Maroc : le débat sur l’heure d’hiver relancé par une étude
Face aux matinées particulièrement sombres en hiver, une récente étude remet sur la table la question du maintien de l’heure légale au Maroc. Le rapport, publié par le Centre Africain d’Études Stratégiques et de Digitalisation, invite à réexaminer les effets du passage permanent au GMT+1, en vigueur depuis 2018, et recommande notamment de retarder le début des cours et du travail à 9 heures durant la saison hivernale.
Trois scénarios pour l’avenir
Depuis l’adoption de l’heure légale avancée d’une heure par rapport au GMT, le débat reste vif. Les auteurs de l’étude estiment que cette décision, si elle répond à des impératifs économiques, engendre également des coûts indirects. Ils évoquent des impacts potentiels sur la santé publique, la sécurité routière et l’équité territoriale, notamment dans les régions où les infrastructures d’éclairage et de transport sont limitées.

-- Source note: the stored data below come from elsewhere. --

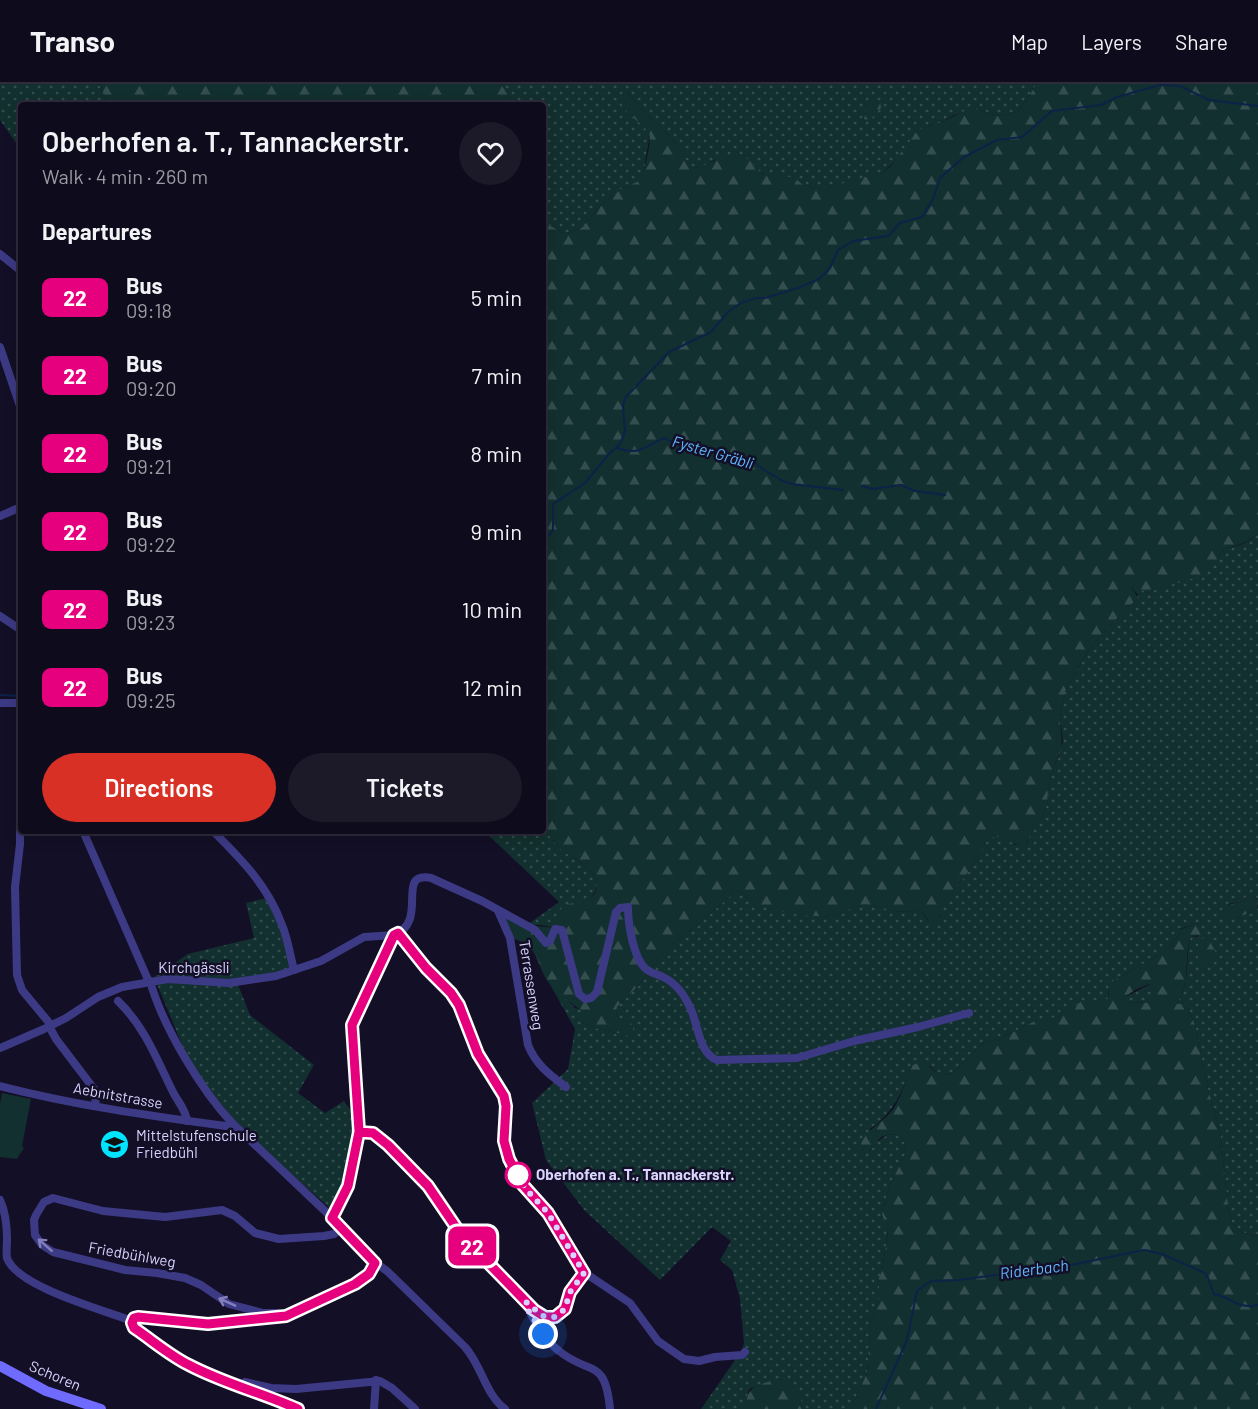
<!DOCTYPE html>
<meta charset="utf-8">
<style>
:root{--surface:#0e0b1c;--page:#1c1929;--text:#f1f3f6;--muted:#9b9ba3;--line:#2e2b3b;--accent:#d93025}
body{margin:0;font-family:Barlow,sans-serif;background:var(--page);color:var(--text);height:100vh;display:flex;flex-direction:column;font-size:22px;white-space:nowrap}
*{box-sizing:border-box;margin:0}
p{font-size:20px;color:var(--muted)}
.icon{flex:none;width:33px;height:33px;fill:none;stroke:currentColor;stroke-width:2;stroke-linecap:round;stroke-linejoin:round}
.map{position:relative;flex:1;overflow:hidden}
.details{position:absolute;left:18px;top:18px;width:528px;height:732px;display:flex;flex-direction:column;background:var(--surface);border-radius:6px;box-shadow:0 3px 15px #0003,0 0 0 2px var(--line)}
.details>*{flex:none}
.badge{padding:0 12px;border-radius:9px;font-size:21px;line-height:39px}
.you{position:absolute;width:30px;height:30px;margin:-15px;border:4px solid #fff;border-radius:50%;background:#1a73e8;box-shadow:0 0 0 9px #1a73e833}
.map>.badge{position:absolute;translate:-50% -50%;box-shadow:0 0 0 3px #fff}
h2{padding:0 24px;font-size:22px;line-height:54px}
.round{display:grid;place-items:center;flex:none;width:63px;height:63px;border-radius:32px;background:var(--page)}
.headline{display:flex;align-items:center;justify-content:space-between;height:102px;padding:0 24px}
h1{font-size:28px;font-weight:600;line-height:45px}
.button{display:flex;gap:12px;margin-top:auto;padding:12px 24px}
.button a{flex:1;height:69px;border-radius:36px;background:var(--accent);color:#fff;font-size:24px;font-weight:600;line-height:69px;text-align:center}
.button a+a{background:var(--page);color:var(--text)}
ul{padding:0;list-style:none}
li{display:flex;align-items:center;gap:18px;height:78px;padding:0 24px}
li div{flex:1}
li b{display:block;font-size:22px}
li em{font-style:normal}
li .badge{min-width:66px;font-weight:700;text-align:center}
header{display:flex;align-items:center;gap:36px;box-sizing:border-box;height:84px;padding:0 30px;background:var(--surface);border-bottom:2px solid var(--line)}
header strong{font-size:28px}
nav{display:flex;gap:33px;margin-inline-start:auto;font-size:21px}
.map>svg:first-child{display:block}
.grass{fill:url(#grass-dots)}
.forest{fill:url(#forest-firs);fill-rule:evenodd}
.garden{fill:#12302f}
.lines{fill:none;stroke-linecap:round;stroke-linejoin:round}
.stream{stroke:#0c2248;stroke-width:2}
.minor{stroke:#3d3a85;stroke-width:8}
.secondary{stroke:#6f6bff;stroke-width:10}
.oneway{stroke:#837fbc}
.line-casing{stroke:#fff;stroke-width:14}
.line{stroke:#e6007e;stroke-width:9}
.walk{stroke:#d9d4ff;stroke-width:6;stroke-dasharray:0 10.8}
.stop-dot{fill:#fff;stroke:#e6007e;stroke-width:3}
.labels{text-anchor:middle;stroke-width:5;stroke-linejoin:round;paint-order:stroke}
.street-label{font-size:15px;fill:#d9d4ff;stroke:#130f26}
.poi-label{font-size:15px;fill:#d9d4ff;stroke:#130f26;text-anchor:start}
.stop-label{font-size:15px;font-weight:bold;fill:#d9d4ff;stroke:#130f26;text-anchor:start}
.water-label{font-size:16px;font-style:italic;fill:#62b6ff;stroke:#130f26}
</style>
<header>
<strong>Transo</strong>
<nav><a>Map</a><a>Layers</a><a>Share</a></nav>
</header>
<div class="map">
<svg width="1258" height="1325" viewBox="0 0 1258 1325">
<defs>
<pattern id="grass-dots" width="8" height="8" patternUnits="userSpaceOnUse" patternTransform="scale(1.5)"><rect width="8" height="8" fill="#12302f"/><path d="M2 2h.1M6 6h.1" fill="none" stroke="#344d4e" stroke-width="1.8" stroke-linecap="round"/></pattern>
<pattern id="forest-firs" width="22" height="20" patternUnits="userSpaceOnUse" patternTransform="scale(1.5)"><rect width="22" height="20" fill="#12302f"/><path d="M5 1l3.5 6h-7zM16 11l3.5 6h-7z" fill="#344d4e"/></pattern>
</defs>
<rect width="100%" height="100%" fill="#130f26"/>
<g class="grass">
<polygon points="0,0 99,0 108,21 21,21 21,66 0,36"/>
<path d="M501 0H1037L1018 28 996 32 978 25 954 31 940 39 929 42 883 89 827 104H815L802 100 796 95 765 91 757 86 750 77 714 76 705 82 694 84C685 78 684 70 677 61 662 42 641 29 628 8L630 31C648 43 652 45 647 67 645 77 645 85 641 96L621 105 599 123 583 143 564 150 543 137V21H514Z"/>
<path d="M1258 450V816L1256 813 1247 812 1240 818 1228 820 1236 834 1257 826 1258 823V1152L1241 1148 1232 1139 1228 1122 1220 1047 1208 1005 1195 941 1188 924 1176 920C1192 900 1184 874 1191 852L1198 853 1199 839 1179 845 1180 848 1173 859 1162 869 1113 897 1108 908V915L1045 937 1033 938 1009 950 982 960 955 987 947 991 937 989 930 982 908 992C899 1015 890 1031 870 1045L869 1068 875 1059 889 1050 898 1051 904 1058 906 1069 890 1101 882 1130 888 1147 882 1187 879 1193V1214L871 1235 867 1289 851 1325H804C799 1310 796 1302 781 1295L751 1304 748 1308 745 1325H701L742 1266 744 1259 740 1215 732 1186 720 1176 731 1157 712 1143 660 1196 584 1126 546 1076 532 1019 568 985 575 945 547 895 575 924 582 926V938L598 945 631 952 632 940 618 934 616 929 617 923 639 901 667 864 702 837 735 808 741 807C749 825 818 836 836 831 845 829 851 822 862 821 873 820 882 824 893 827 902 829 912 826 921 827L928 837 941 833 940 829 952 808 967 790 987 756 992 753H1003L1016 761 1027 759 1033 745 1042 733 1047 721 1048 706 1053 684 1060 670 1063 658 1060 633 1066 605 1090 564 1107 544 1135 517 1138 511 1130 501 1149 509 1161 502 1200 491 1206 488 1225 464C1239 463 1248 458 1258 450Z"/>
<path d="M543 741C547 748 553 758 559 764 570 773 609 790 593 811 581 827 559 808 557 844L541 841H527L559 818 484 747H543Z"/>
<path d="M270 813 294 886 237 898 250 931 314 981 298 1009 325 1029 344 1017C347 1022 353 1027 354 1033 360 1061 343 1102 333 1127L239 1043 190 980 154 893 188 870 254 854 246 819Z"/>
<polygon points="1151,900 1154,902 1153,919 1122,918 1125,913"/>
</g>
<g class="forest">
<polygon points="99,0 501,0 514,21 108,21"/>
<path d="M1037 0H1258V450C1247 458 1239 462 1225 464 1219 471 1215 480 1208 487 1195 497 1165 500 1149 509L1131 502 1138 514 1107 544 1090 564 1066 605 1060 633 1062 664 1053 684 1048 706 1047 721 1042 733 1024 762C1010 762 1002 747 987 756L967 790 952 808 941 829 939 838 931 840 921 827C912 826 902 829 893 827 882 824 873 820 862 821 851 822 845 829 836 831 817 836 750 826 741 807L735 808 702 837 667 864 639 901 617 923 616 929 618 934 632 940 634 949 631 952 598 945 582 938V926C575 924 550 902 546 895 535 874 537 860 510 854L499 828 527 841 556 844C557 840 557 834 558 830 564 813 590 823 596 807 603 787 570 773 559 764 553 759 547 748 543 741V137L564 150 583 143 599 123 621 105 641 96C644 86 652 59 649 50 644 37 606 21 627 7 641 29 662 42 677 61 684 69 685 78 694 84 712 81 730 63 748 75 754 79 757 87 764 91L776 89 796 95 802 100 815 104H827L861 94 883 89 890 83 919 45 940 39 972 23 996 32 1018 28Z"/>
<polygon points="874,17 880,17 881,24 870,36 864,35 865,28"/>
<polygon points="1252,811 1258,816 1257,826 1236,834 1225,836 1222,829 1224,822 1240,818 1247,812"/>
<path d="M1199 839 1204 848 1202 851 1191 852C1183 874 1192 900 1176 920H1186L1195 941 1208 1005 1220 1047 1228 1122 1232 1139 1241 1148 1258 1152V1325H851L867 1289 871 1235 879 1214V1193L882 1187 888 1148 882 1130 890 1101 906 1069 904 1058 898 1051 890 1050 881 1053 869 1067 862 1070 859 1067C863 1045 882 1041 894 1024 902 1011 906 995 913 981 926 975 927 982 936 988 937 989 946 991 947 991L955 987 982 960 1009 950 1033 938 1060 932 1082 917 1108 915 1109 902 1113 897 1162 869 1173 859 1180 848 1178 846ZM1151 900 1153 902V919L1122 918C1126 909 1141 902 1151 900Z"/>
<path d="M1203 854 1209 856 1218 872C1215 880 1211 883 1203 881L1196 870 1199 858Z"/>
<path d="M775 1295C793 1294 800 1310 804 1325H745C748 1300 755 1304 775 1295Z"/>
</g>
<polygon class="garden" points="2,1009 31,1015 22,1062 24,1064 17,1075 0,1073 0,1020"/>
<g class="lines">
<g class="stream">
<path d="M617 364C639 372 646 362 664 354L683 363 740 372 753 377 764 386 783 397 792 400 843 406"/>
<polyline points="862,402 872,405 901,401 915,407 945,411"/>
<polyline points="543,459 553,446 553,420 585,399 608,371 620,360 625,348 623,322 625,314 669,268 711,248 728,228 741,219 756,214 765,214 798,204 819,195 830,184 838,166 853,157 888,152 900,139 922,133 933,115 940,94 964,73 997,56 1022,53 1052,27 1101,21 1117,13 1160,1 1180,2 1209,16 1258,22"/>
<polyline points="0,611 21,612"/>
<path d="M876 1325 907 1256 917 1207 931 1197 959 1196 1071 1181 1144 1166 1162 1170 1205 1189C1210 1194 1210 1203 1214 1210 1232 1213 1237 1226 1258 1221"/>
</g>
<g class="minor">
<polyline points="0,170 21,187"/>
<polyline points="0,263 21,325"/>
<polyline points="0,432 21,423"/>
<polyline points="0,532 21,546"/>
<polyline points="0,619 21,619"/>
<polyline points="20,619 20,760 15,803 17,891 22,906 51,941"/>
<polyline points="83,747 149,898"/>
<path d="M213 747C242 776 268 802 282 841 288 855 290 871 294 886"/>
<path d="M498 827 510 854 528 961C536 981 550 991 566 1003"/>
<polyline points="398,849 427,884 446,903 462,927 478,970 504,1012 505,1022 504,1057 506,1069 522,1100 548,1129 582,1187 630,1219 658,1257 684,1275 699,1277 715,1273 742,1271 745,1268"/>
<path d="M150 897C163 943 201 1006 233 1040"/>
<path d="M118 917C145 943 157 976 173 1008 178 1018 186 1026 187 1037"/>
<polyline points="49,942 56,955 94,1005 96,1012 95,1022"/>
<polyline points="0,964 44,945 66,934 98,913 122,903 168,895 229,899 276,892 321,877 364,853 394,851"/>
<path d="M0 1002C74 1021 150 1032 226 1042L233 1040 325 1127 376 1179 387 1187 465 1263C482 1282 485 1310 505 1325"/>
<polyline points="359,1048 373,1049 388,1061 428,1102 462,1152 534,1226 545,1233 555,1233 565,1225 569,1211 584,1189"/>
<path d="M0 1116C6 1129 7 1141 7 1156 7 1162 6 1168 7 1174 17 1203 104 1226 132 1237L134 1244C152 1256 169 1271 189 1281 223 1299 262 1309 298 1325"/>
<path d="M332 1134 348 1102 359 1047 352 941 394 851C430 837 394 787 431 794L482 817 535 846 546 859 550 857 555 845 562 846 579 910 585 915 591 914 597 908 616 828 620 824 628 823C628 839 633 874 646 885 651 889 657 890 663 893 678 900 686 913 692 928 698 943 700 970 717 976L797 974 854 957 918 943 969 929"/>
<path d="M527 1222C534 1238 546 1257 559 1267 590 1292 605 1273 610 1325"/>
<polyline points="282,1233 278,1229 263,1229 229,1220 201,1201 185,1194 157,1189 125,1186 53,1168 42,1161 35,1151 34,1136 36,1131 44,1118 53,1114 103,1127 165,1133 222,1126 235,1132 255,1149 279,1155 324,1152 334,1150 341,1145"/>
<polyline points="132,1237 136,1233 144,1233 208,1240 286,1232 304,1225 355,1200 369,1190 375,1178"/>
<polyline points="245,1298 271,1304 296,1305 380,1297 392,1304 415,1325"/>
<polyline points="374,1325 376,1296"/>
</g>
<polyline class="secondary" points="0,1282 46,1307 101,1325"/>
</g>
<defs><path id="oneway-shaft" d="M-6 0H5M1.5-3L5.5 0L1.5 3" fill="none" stroke-width="1.6" stroke-linecap="round" stroke-linejoin="round" transform="scale(1.5)"/></defs>
<g class="oneway">
<use href="#oneway-shaft" transform="translate(45 1161) rotate(-139)"/>
<use href="#oneway-shaft" transform="translate(227 1218) rotate(-156)"/>
</g>
<g class="lines">
<defs>
<path id="line" d="M298 1325C262 1309 223 1299 189 1281 169 1271 152 1256 134 1244L132 1239 134 1234 138 1233 208 1240 286 1232 355 1200 369 1190 375 1179 332 1134 348 1102 359 1048 373 1049 388 1061 428 1102 462 1152 534 1226 545 1233H555L565 1225 570 1208 584 1189 548 1129 522 1100 509 1075 504 1057 506 1022 504 1012 478 970 459 921 451 909 426 884 398 849 394 851 352 941 359 1047"/>
</defs>
<use href="#line" class="line-casing"/>
<use href="#line" class="line"/>
<polyline class="walk" points="518,1091 515,1087 525,1104 548,1129 584,1189 570,1208 565,1225 555,1233 543,1232 526,1218 528,1226 543,1250"/>
</g>
<defs>
<symbol id="school-disc" viewBox="-11 -11 22 22"><circle r="9.5" fill="#00e5ff" stroke="#130f26"/><path d="M0-5L7-2L0 1L-7-2ZM-4 1L0 2.5L4 1V4Q0 6-4 4Z" fill="#111"/></symbol>
</defs>
<g fill-rule="evenodd">
<use href="#school-disc" x="98" y="1044" width="33" height="33"/>
</g>
<circle class="stop-dot" cx="518" cy="1091" r="12"/>
<g class="labels">
<g class="street-label">
<text x="194" y="889">Kirchgässli</text>
<text transform="translate(531 901) rotate(81)" y="5">Terrassenweg</text>
<text transform="translate(118 1012) rotate(10)" y="5">Aebnitstrasse</text>
<text transform="translate(132 1171) rotate(10)" y="5">Friedbühlweg</text>
<text transform="translate(55 1292) rotate(23)" y="5">Schoren</text>
</g>
<g class="poi-label">
<text x="136" y="1057">Mittelstufenschule<tspan x="136" dy="17">Friedbühl</tspan></text>
</g>
<g class="stop-label">
<text x="536" y="1096">Oberhofen a. T., Tannackerstr.</text>
</g>
<g class="water-label">
<text transform="translate(713 368) rotate(16)" y="6">Fyster Gräbli</text>
<text transform="translate(1034 1185) rotate(-7)" y="6">Riderbach</text>
</g>
</g>
</svg>
<div class="you" style="left:543px;top:1250px"></div>
<b class="badge" style="left:472px;top:1162px;background:#e6007e;color:#fff">22</b>
<section class="details">
<div class="headline"><div><h1>Oberhofen a. T., Tannackerstr.</h1><p>Walk · 4 min · 260 m</p></div><a class="round"><svg class="icon" aria-label="heart" viewBox="0 0 24 24"><path d="M12 20l-8-8c-3-5 5-10 8-4 3-6 11-1 8 4z"/></svg></a></div>
<h2>Departures</h2>
<ul>
<li><span class="badge" style="background:#e6007e;color:#fff">22</span><div><b>Bus</b><p>09:18</p></div><em>5 min</em></li>
<li><span class="badge" style="background:#e6007e;color:#fff">22</span><div><b>Bus</b><p>09:20</p></div><em>7 min</em></li>
<li><span class="badge" style="background:#e6007e;color:#fff">22</span><div><b>Bus</b><p>09:21</p></div><em>8 min</em></li>
<li><span class="badge" style="background:#e6007e;color:#fff">22</span><div><b>Bus</b><p>09:22</p></div><em>9 min</em></li>
<li><span class="badge" style="background:#e6007e;color:#fff">22</span><div><b>Bus</b><p>09:23</p></div><em>10 min</em></li>
<li><span class="badge" style="background:#e6007e;color:#fff">22</span><div><b>Bus</b><p>09:25</p></div><em>12 min</em></li>
</ul>
<div class="button"><a>Directions</a><a>Tickets</a></div>
</section>
</div>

Le rapport identifie trois scénarios possibles :
- Un retour permanent à l’heure GMT (UTC+0) : cette option permettrait un meilleur alignement avec l’horloge biologique et une synchronisation accrue avec les États-Unis et le Royaume-Uni. En revanche, elle réduirait d’une heure le chevauchement quotidien avec l’Europe continentale en hiver, partenaire économique majeur du Royaume.
- Le maintien du GMT+1 avec des ajustements : ce scénario préserverait l’alignement économique avec l’Europe, mais impliquerait la mise en place de mesures correctives pour limiter les effets sanitaires et sociaux liés aux matinées obscures.
- Un système saisonnier alternant heure d’hiver et heure d’été : bien qu’il semble offrir un compromis entre intérêts économiques et bien-être social, ce modèle est jugé moins favorable par une partie de la communauté scientifique en raison des perturbations physiologiques qu’entraîne le changement d’heure biannuel.
Retarder l’école et l’administration en hiver
Parmi les recommandations phares figure le décalage de l’entrée scolaire et administrative à 9 heures entre novembre et février. Les auteurs suggèrent une circulaire conjointe du ministère de l’Éducation nationale et de celui de la Transition numérique pour formaliser cette mesure.
L’objectif est double : réduire les risques liés aux déplacements dans l’obscurité et mieux respecter les rythmes biologiques, en particulier chez les enfants et les adolescents.
Exigence de transparence et d’évaluation
L’étude insiste également sur la nécessité de rendre publiques les données ayant motivé la décision de 2018. Elle propose que le gouvernement publie, dans un délai de six mois, le rapport ou la synthèse exécutive ayant servi de base à l’instauration du GMT+1.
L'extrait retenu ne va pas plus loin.